Kalın, başlangıçta 480 km’lik bölgeyi kapsayan daha sonra ABD’nin müdahalesiyle 120 km’lik bir bölgede sıkışıp kalan operasyonla alakalı olarak, Barış Pınarı Harekatı'nın Tel Abyad ve Resulayn bölgesinden başlamak üzere Suriye'nin kuzeyinde, Türkiye-Suriye sınırında 30 kilometre derinlikte bir güvenli bölgenin kurulmasına imkan sağladığını, bunun da mültecilerin geri dönüşüyle ilgili olumlu bir zemin oluşturduğunu söyledi.

"Türkiye sınırının terör unsurlarından temizlenmesi*"* ve "mültecilerin güvenli, gönüllü ve onurlu şekilde geri dönüşünü sağlayacak zemini oluşturmak" diye harekatın 2 temel hedefini ortaya koyan Kalın, şöyle devam etti:

"Bu hedeflere büyük oranda ulaştık, ulaşmaya da devam ediyoruz. Sahada durum hassasiyetini korumaya devam ediyor. Bununla da ilgili tedbirlerimizi aldık, bunu da müttefiklerimizle paylaştık. Daha geniş bir zaviyeden bakıldığı zaman Suriye'deki büyük fotoğrafı da gözardı etmemek gerekiyor. Bundan sonraki siyasi sürecin nasıl işleyeceği, bugün konuştuğumuz bu sıcak konularla ilgili de önemli ipuçları ihtiva ediyor. Özellikle anayasa komitesinin çalışmalarını tamamlaması ve Suriye'yi yeni, demokratik, kuşatıcı, şeffaf, meşruiyeti olan bir yönetime kavuşturacak adımların atılması son derece önemli. Suriye'de bütün bu süreci sonlandıracak seçimlerin yapılması Suriye halkının özgürce iradesini sandıkta yansıtması konusu. Bu iki başlığı da detaylı bir şekilde ele alma imkanımız oldu."

Kalın, mültecilerin geri dönüşüyle ilgili olarak BM Mülteciler Komiserliğinin yapacağı çalışmanın önem arz ettiğine ifade ederek, Cumhurbaşkanı Erdoğan'ın BM Genel Sekreteri Antonio Guterres'i kabulünde, Guterres'in konuya destek vereceğini ifade ettiğini aktardı.
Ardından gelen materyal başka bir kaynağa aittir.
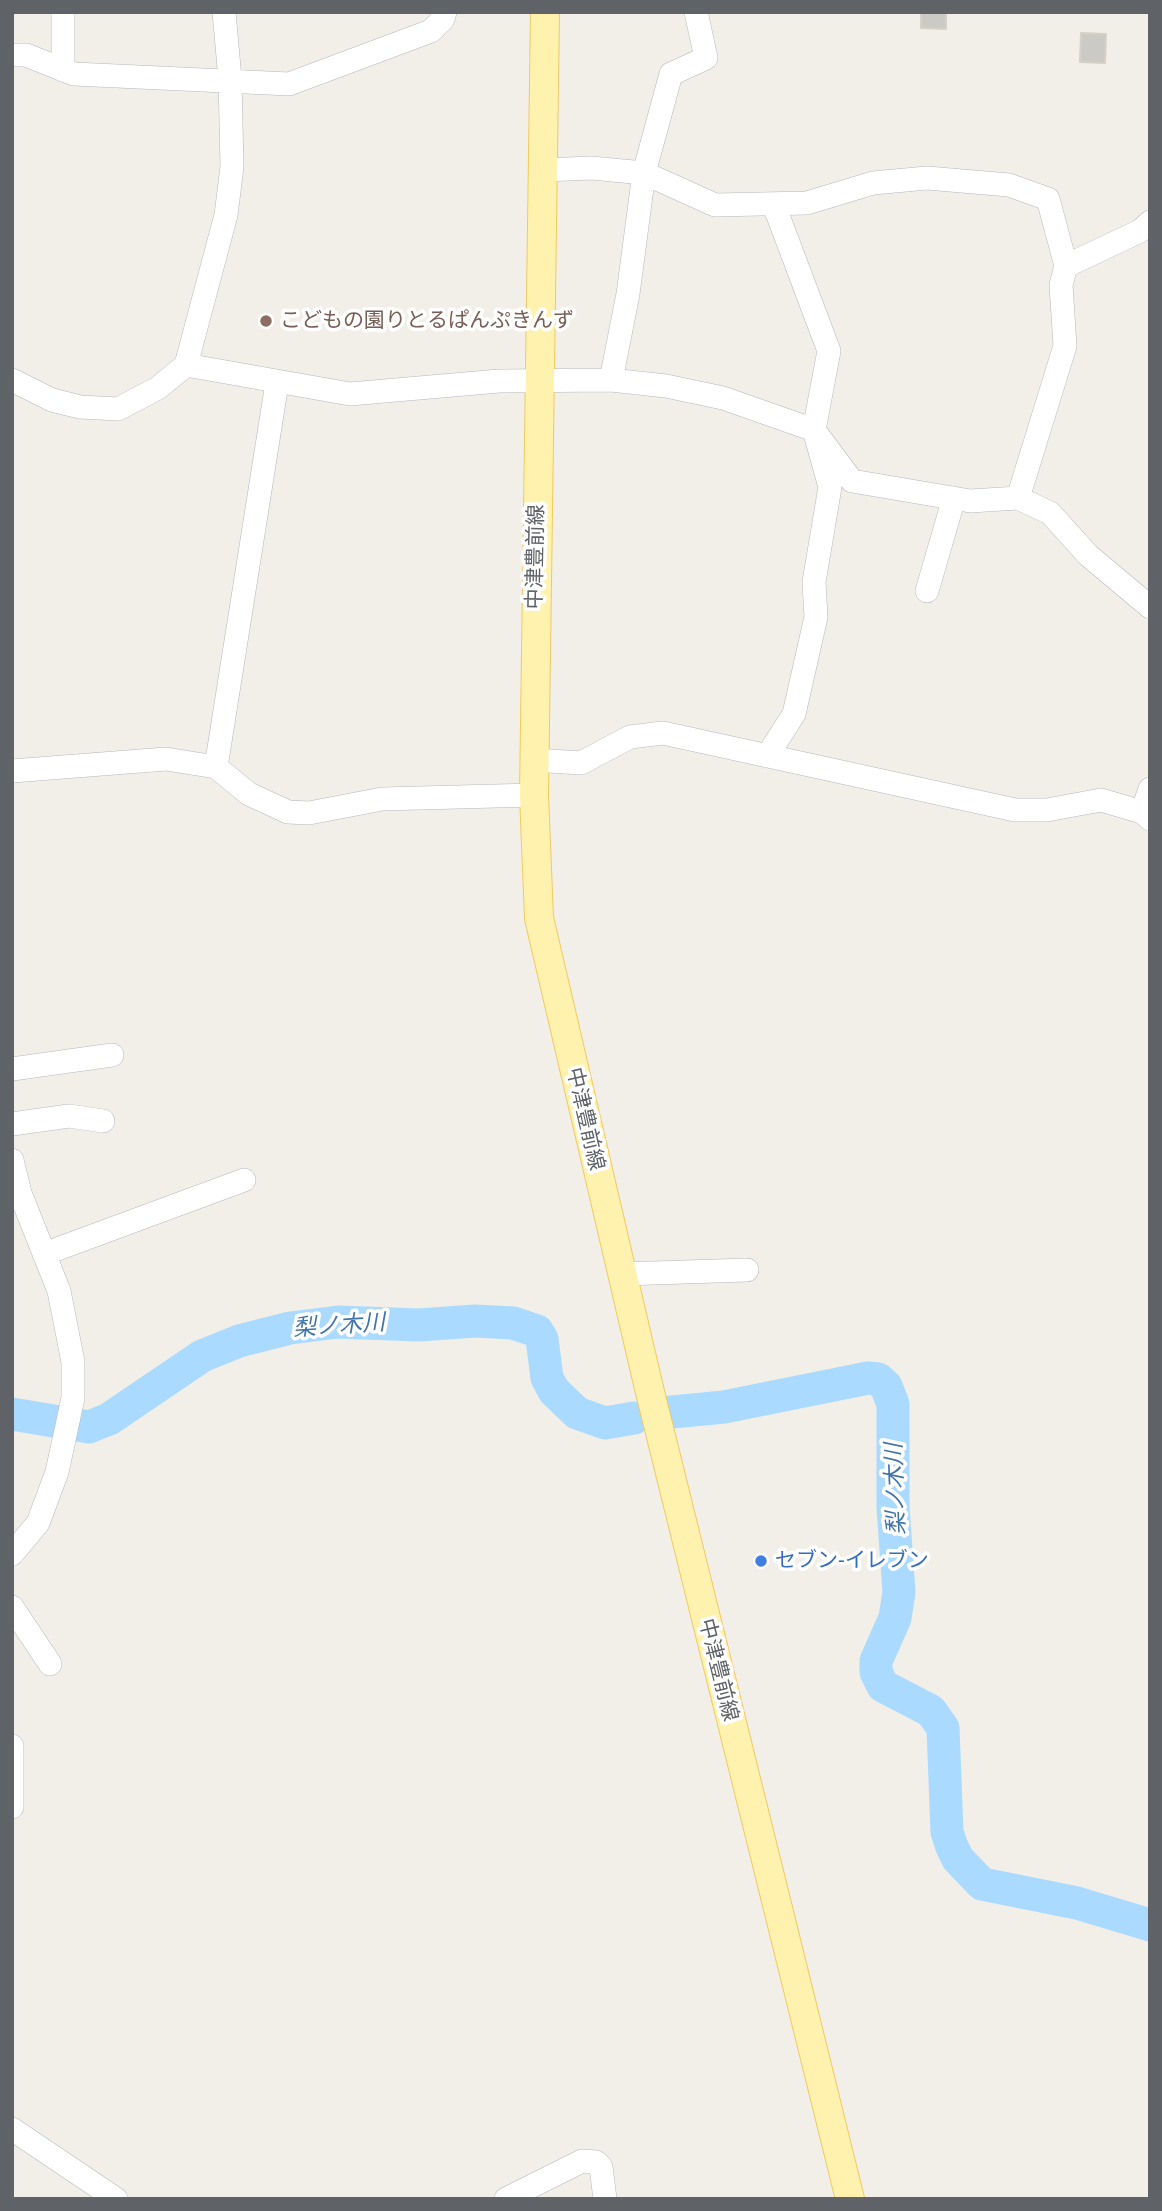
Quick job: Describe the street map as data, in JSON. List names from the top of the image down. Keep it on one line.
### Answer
{"streets":{"main road":["中津豊前線"]},"water":["梨ノ木川"],"places":["こどもの園りとるぱんぷきんず","セブン-イレブン"]}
Bu konuda detay çalışma yapıldığına değinen Kalın, "Özellikle bizim kontrolümüz altında olan bölgelere mültecilerin geri dönüşüyle ilgili BM çatısı altında neler yapabiliriz. Avrupalı ülkeler de bu sürece nasıl katkı verebilecekleri şu anda inceliyorlar, araştırıyorlar. Bazı düşünceleri var, onları da bugün toplantıda ele aldık. Biz de kendilerine hem mültecilerin geri dönüşü hem de bundan sonraki siyasi sürecin nasıl ilerleyeceğine dair kafalarında ne tür öneriler olduğunu sorduk, bunları değerlendirdik" bilgilerini kamuoyuyla paylaştı.